(How to complete this task): In the entries below, find each line with the word "solid" and return it.

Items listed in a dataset

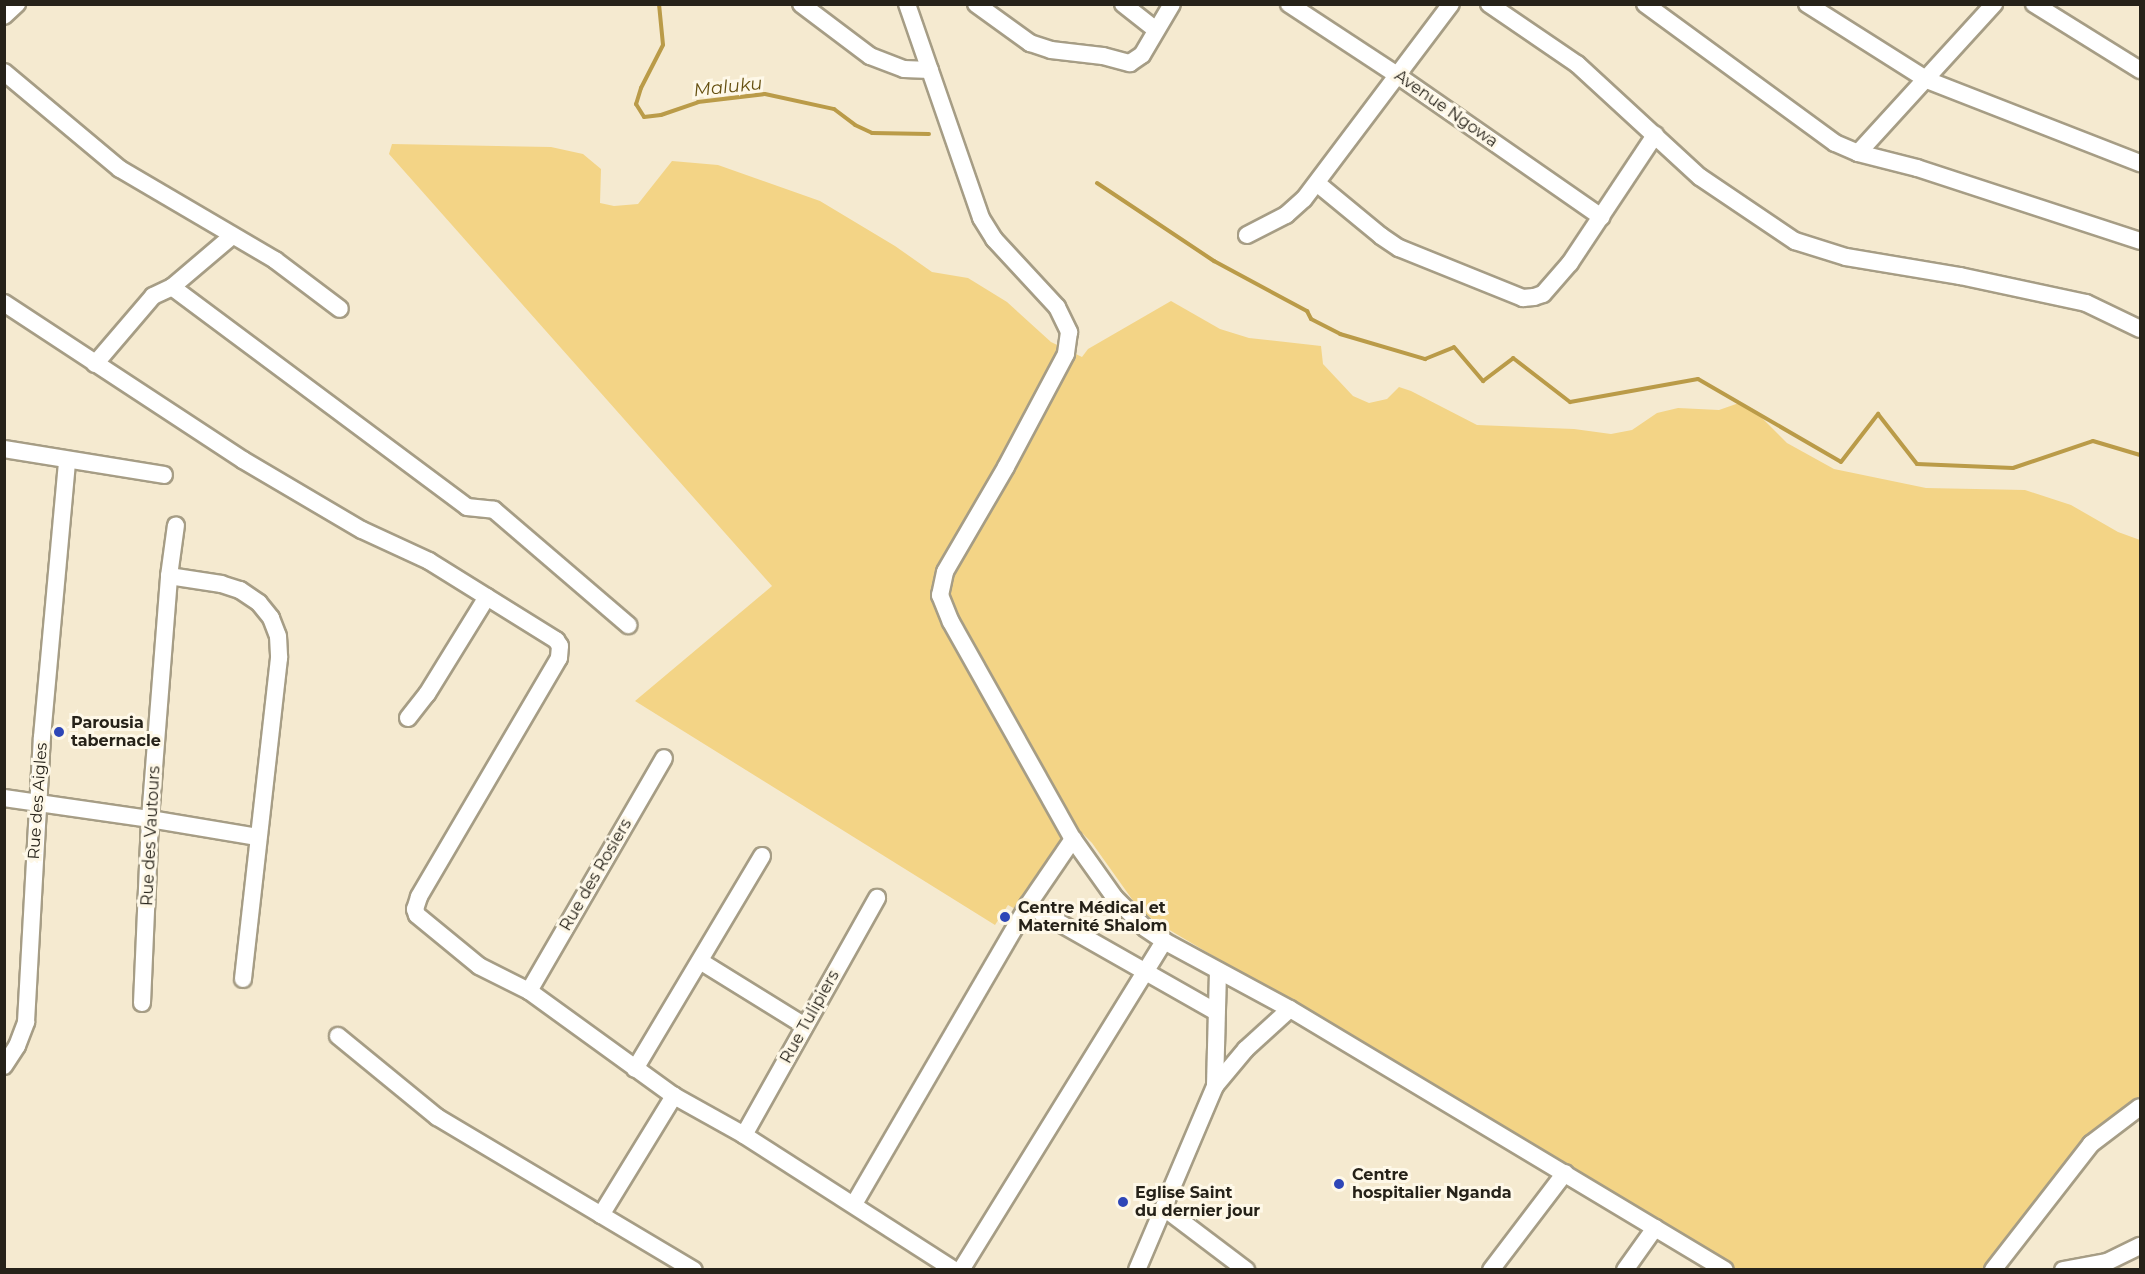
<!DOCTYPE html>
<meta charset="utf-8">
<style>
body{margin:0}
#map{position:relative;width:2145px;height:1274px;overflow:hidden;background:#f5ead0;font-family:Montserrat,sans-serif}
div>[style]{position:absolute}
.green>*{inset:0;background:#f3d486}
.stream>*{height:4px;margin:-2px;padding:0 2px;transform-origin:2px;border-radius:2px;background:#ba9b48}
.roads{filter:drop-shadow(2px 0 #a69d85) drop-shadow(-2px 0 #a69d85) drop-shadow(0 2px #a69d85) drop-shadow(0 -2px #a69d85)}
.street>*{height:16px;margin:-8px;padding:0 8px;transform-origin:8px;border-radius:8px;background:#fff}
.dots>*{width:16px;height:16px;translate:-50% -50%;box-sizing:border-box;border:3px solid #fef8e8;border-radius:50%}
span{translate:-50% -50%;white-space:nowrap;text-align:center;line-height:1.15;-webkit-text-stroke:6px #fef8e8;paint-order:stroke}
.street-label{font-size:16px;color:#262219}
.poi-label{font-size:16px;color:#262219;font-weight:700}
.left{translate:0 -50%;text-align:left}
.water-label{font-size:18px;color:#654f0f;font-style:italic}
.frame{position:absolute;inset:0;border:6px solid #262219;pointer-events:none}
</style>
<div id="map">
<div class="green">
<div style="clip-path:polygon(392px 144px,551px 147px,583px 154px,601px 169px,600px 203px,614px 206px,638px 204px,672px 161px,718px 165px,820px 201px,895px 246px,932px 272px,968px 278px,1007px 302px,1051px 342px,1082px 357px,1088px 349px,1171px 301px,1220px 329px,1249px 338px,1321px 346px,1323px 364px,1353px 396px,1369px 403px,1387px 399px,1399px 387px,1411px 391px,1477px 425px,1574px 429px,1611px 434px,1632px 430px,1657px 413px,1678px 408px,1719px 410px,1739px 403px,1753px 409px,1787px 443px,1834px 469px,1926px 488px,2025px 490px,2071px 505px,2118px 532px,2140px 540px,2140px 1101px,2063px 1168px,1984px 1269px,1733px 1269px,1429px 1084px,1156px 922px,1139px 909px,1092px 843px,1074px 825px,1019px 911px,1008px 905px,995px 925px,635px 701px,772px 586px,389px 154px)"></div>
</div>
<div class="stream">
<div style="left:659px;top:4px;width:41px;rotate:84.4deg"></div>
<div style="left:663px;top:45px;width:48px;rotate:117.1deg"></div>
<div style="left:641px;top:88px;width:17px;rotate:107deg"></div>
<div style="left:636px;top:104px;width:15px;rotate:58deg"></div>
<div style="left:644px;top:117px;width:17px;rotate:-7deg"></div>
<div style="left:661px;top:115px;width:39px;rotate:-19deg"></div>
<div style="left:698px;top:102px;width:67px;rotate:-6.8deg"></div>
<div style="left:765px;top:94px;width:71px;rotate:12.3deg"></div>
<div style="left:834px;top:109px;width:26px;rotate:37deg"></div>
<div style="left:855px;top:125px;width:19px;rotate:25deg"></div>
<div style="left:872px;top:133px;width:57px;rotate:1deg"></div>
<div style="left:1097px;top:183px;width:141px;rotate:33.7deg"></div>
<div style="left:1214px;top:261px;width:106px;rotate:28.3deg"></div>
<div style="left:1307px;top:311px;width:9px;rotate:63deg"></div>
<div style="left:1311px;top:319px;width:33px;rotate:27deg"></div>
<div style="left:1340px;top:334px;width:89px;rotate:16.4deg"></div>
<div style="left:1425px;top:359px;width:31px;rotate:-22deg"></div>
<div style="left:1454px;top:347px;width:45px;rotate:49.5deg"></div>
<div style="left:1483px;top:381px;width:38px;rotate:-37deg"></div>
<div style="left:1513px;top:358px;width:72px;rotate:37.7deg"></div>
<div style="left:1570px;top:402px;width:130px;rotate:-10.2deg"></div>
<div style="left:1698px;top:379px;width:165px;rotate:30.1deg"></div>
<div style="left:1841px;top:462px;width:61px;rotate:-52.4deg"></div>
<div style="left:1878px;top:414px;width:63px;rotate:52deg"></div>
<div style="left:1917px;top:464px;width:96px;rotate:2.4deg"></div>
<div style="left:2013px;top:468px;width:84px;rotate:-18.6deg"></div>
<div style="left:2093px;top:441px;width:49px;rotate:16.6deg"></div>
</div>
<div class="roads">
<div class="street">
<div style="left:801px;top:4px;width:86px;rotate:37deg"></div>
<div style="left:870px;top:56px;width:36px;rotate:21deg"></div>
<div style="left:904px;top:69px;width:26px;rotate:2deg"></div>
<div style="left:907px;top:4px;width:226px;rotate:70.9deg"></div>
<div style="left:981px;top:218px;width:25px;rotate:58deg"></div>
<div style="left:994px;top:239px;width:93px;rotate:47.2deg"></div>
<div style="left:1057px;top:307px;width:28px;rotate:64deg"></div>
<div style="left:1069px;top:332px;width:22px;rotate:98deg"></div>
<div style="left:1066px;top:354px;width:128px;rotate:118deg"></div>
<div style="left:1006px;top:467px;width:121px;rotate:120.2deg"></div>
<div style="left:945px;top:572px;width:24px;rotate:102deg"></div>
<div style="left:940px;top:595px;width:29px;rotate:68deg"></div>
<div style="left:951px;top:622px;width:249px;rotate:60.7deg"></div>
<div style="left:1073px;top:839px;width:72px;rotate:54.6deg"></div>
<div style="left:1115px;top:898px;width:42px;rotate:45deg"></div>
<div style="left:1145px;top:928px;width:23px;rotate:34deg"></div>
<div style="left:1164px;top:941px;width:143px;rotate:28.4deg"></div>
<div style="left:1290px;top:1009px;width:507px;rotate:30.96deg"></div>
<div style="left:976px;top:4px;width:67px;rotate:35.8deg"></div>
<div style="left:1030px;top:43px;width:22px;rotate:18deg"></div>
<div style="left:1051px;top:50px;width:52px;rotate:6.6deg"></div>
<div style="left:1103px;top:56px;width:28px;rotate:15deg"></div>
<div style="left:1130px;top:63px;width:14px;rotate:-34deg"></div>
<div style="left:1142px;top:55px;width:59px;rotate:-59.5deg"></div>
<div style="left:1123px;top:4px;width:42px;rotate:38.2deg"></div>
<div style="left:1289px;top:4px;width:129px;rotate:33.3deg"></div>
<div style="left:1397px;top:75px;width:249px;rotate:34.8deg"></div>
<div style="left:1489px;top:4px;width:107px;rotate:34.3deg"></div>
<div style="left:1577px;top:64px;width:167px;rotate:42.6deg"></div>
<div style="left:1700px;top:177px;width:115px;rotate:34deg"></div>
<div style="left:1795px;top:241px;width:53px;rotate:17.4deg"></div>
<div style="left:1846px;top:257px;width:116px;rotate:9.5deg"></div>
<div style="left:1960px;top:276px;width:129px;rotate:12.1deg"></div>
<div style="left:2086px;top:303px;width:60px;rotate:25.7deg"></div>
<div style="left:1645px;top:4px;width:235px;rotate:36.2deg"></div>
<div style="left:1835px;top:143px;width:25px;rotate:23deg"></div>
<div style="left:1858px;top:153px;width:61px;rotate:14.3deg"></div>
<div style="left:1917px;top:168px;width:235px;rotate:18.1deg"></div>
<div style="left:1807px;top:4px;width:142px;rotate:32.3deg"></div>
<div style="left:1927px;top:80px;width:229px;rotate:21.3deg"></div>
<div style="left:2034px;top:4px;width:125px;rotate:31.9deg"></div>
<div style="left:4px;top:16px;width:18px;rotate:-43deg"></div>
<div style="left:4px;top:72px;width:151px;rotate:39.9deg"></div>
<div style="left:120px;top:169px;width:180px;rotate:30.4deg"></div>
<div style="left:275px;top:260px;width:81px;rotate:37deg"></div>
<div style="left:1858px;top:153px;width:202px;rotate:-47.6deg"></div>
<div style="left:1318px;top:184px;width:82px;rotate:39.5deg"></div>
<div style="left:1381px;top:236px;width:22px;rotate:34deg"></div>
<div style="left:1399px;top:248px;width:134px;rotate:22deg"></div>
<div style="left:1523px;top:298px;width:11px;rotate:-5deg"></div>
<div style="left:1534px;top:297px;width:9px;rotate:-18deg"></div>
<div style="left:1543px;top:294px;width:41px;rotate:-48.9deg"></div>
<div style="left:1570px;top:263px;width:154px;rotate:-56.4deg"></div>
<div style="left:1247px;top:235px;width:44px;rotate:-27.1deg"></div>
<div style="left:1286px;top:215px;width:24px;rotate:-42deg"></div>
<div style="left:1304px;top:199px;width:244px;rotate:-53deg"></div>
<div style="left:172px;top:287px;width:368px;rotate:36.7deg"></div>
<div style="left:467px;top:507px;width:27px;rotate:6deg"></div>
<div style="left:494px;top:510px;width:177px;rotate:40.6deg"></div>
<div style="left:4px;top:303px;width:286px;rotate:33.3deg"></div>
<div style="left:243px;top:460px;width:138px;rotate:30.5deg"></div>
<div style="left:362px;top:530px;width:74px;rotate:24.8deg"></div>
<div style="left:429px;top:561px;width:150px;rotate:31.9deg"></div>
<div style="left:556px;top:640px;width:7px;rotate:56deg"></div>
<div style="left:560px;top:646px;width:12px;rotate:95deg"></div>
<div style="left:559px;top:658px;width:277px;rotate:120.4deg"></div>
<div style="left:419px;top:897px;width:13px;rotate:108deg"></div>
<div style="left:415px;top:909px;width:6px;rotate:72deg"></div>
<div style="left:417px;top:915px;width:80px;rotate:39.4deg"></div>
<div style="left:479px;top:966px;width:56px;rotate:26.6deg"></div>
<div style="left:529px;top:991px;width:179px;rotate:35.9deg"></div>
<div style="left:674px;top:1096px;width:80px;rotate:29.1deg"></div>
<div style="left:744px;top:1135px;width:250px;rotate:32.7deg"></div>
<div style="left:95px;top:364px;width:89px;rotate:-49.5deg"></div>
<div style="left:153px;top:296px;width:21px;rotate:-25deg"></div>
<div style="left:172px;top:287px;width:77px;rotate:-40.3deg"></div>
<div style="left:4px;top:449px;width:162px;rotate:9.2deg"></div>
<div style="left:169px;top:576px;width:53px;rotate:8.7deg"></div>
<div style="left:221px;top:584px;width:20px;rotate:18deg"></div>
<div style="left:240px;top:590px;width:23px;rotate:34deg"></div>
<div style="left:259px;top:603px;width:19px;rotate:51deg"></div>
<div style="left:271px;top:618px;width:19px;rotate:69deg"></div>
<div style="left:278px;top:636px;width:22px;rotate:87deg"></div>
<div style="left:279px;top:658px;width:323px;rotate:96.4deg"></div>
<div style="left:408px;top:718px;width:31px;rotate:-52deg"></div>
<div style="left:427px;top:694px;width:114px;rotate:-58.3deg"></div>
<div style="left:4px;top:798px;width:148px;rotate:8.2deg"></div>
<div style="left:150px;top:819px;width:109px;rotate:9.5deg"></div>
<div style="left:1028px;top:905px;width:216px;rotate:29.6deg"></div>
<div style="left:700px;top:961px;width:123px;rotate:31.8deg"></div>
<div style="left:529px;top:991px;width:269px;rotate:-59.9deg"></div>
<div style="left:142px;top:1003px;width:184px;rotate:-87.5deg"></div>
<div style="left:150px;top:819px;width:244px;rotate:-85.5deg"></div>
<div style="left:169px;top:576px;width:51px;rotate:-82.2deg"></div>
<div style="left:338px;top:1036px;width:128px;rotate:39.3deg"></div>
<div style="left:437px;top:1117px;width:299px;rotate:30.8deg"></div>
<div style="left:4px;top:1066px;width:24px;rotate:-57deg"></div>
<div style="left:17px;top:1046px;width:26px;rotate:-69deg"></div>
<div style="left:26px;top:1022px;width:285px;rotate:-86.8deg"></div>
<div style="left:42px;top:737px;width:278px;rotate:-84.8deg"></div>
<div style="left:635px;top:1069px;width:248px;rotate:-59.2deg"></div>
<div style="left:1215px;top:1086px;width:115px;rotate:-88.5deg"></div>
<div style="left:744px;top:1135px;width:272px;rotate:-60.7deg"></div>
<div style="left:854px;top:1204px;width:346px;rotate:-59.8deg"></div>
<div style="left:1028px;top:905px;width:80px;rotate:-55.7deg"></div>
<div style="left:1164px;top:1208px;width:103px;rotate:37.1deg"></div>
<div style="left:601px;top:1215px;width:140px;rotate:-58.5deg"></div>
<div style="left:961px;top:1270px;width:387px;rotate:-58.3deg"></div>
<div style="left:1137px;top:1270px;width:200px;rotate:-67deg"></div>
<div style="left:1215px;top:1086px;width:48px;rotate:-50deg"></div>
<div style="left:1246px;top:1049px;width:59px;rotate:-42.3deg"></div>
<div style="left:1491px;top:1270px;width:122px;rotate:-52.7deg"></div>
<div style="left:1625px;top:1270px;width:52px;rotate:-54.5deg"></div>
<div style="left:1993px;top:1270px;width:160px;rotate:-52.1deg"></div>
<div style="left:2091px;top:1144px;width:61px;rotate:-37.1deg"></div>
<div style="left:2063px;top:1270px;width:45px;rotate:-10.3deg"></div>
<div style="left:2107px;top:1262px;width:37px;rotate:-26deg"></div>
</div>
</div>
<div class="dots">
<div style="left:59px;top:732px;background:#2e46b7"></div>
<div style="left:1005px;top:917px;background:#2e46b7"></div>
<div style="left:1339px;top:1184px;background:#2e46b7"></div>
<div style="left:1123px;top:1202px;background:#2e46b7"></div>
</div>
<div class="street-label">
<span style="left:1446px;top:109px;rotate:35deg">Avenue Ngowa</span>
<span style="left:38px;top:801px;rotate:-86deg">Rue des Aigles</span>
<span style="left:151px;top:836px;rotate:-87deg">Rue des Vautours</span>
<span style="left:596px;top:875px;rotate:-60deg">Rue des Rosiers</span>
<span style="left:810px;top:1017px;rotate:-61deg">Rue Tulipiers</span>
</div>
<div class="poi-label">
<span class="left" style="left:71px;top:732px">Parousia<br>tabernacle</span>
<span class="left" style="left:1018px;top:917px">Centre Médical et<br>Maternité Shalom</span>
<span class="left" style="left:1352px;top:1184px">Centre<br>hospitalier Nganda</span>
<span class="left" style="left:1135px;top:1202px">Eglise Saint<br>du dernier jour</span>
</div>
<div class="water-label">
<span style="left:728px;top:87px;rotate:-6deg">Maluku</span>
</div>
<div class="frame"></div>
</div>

(Task output):
.dots>*{width:16px;height:16px;translate:-50% -50%;box-sizing:border-box;border:3px solid #fef8e8;border-radius:50%}
.frame{position:absolute;inset:0;border:6px solid #262219;pointer-events:none}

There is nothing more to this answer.